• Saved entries
* * *

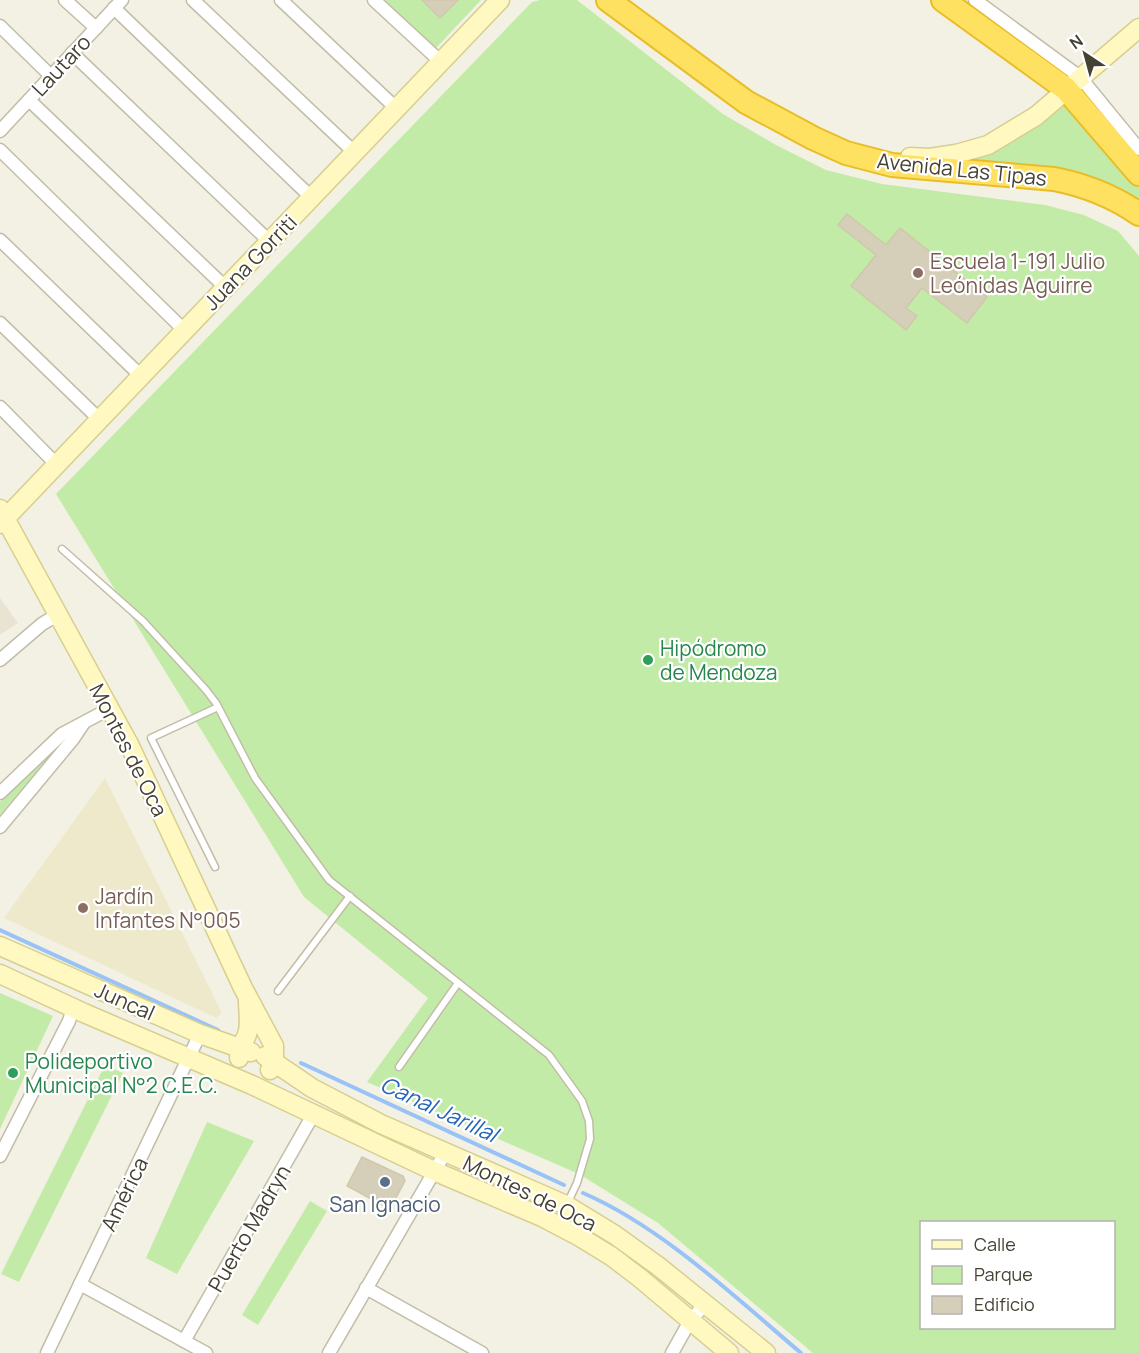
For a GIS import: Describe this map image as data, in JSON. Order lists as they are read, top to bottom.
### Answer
{
  "streets": {
    "highway": ["Avenida Las Tipas"],
    "main road": ["Juana Gorriti", "Montes de Oca", "Juncal"],
    "street": ["Lautaro", "América", "Puerto Madryn"]
  },
  "crossings": [
    ["Juana Gorriti", "Montes de Oca"],
    ["Montes de Oca", "Juncal"],
    ["Montes de Oca", "Puerto Madryn"],
    ["Juncal", "América"]
  ],
  "water": ["Canal Jarillal"],
  "places": [
    "Escuela 1-191 Julio Leónidas Aguirre",
    "Hipódromo de Mendoza",
    "Jardín Infantes N°005",
    "Polideportivo Municipal N°2 C.E.C.",
    "San Ignacio"
  ],
  "legend": ["Calle", "Parque", "Edificio"],
  "north": "top left"
}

* * *

• PROBLEM REQUIREMENTS
Print the records above verbatim, minus any pictures.

• RESULT
For a GIS import: Describe this map image as data, in JSON. Order lists as they are read, top to bottom.
### Answer
{
  "streets": {
    "highway": ["Avenida Las Tipas"],
    "main road": ["Juana Gorriti", "Montes de Oca", "Juncal"],
    "street": ["Lautaro", "América", "Puerto Madryn"]
  },
  "crossings": [
    ["Juana Gorriti", "Montes de Oca"],
    ["Montes de Oca", "Juncal"],
    ["Montes de Oca", "Puerto Madryn"],
    ["Juncal", "América"]
  ],
  "water": ["Canal Jarillal"],
  "places": [
    "Escuela 1-191 Julio Leónidas Aguirre",
    "Hipódromo de Mendoza",
    "Jardín Infantes N°005",
    "Polideportivo Municipal N°2 C.E.C.",
    "San Ignacio"
  ],
  "legend": ["Calle", "Parque", "Edificio"],
  "north": "top left"
}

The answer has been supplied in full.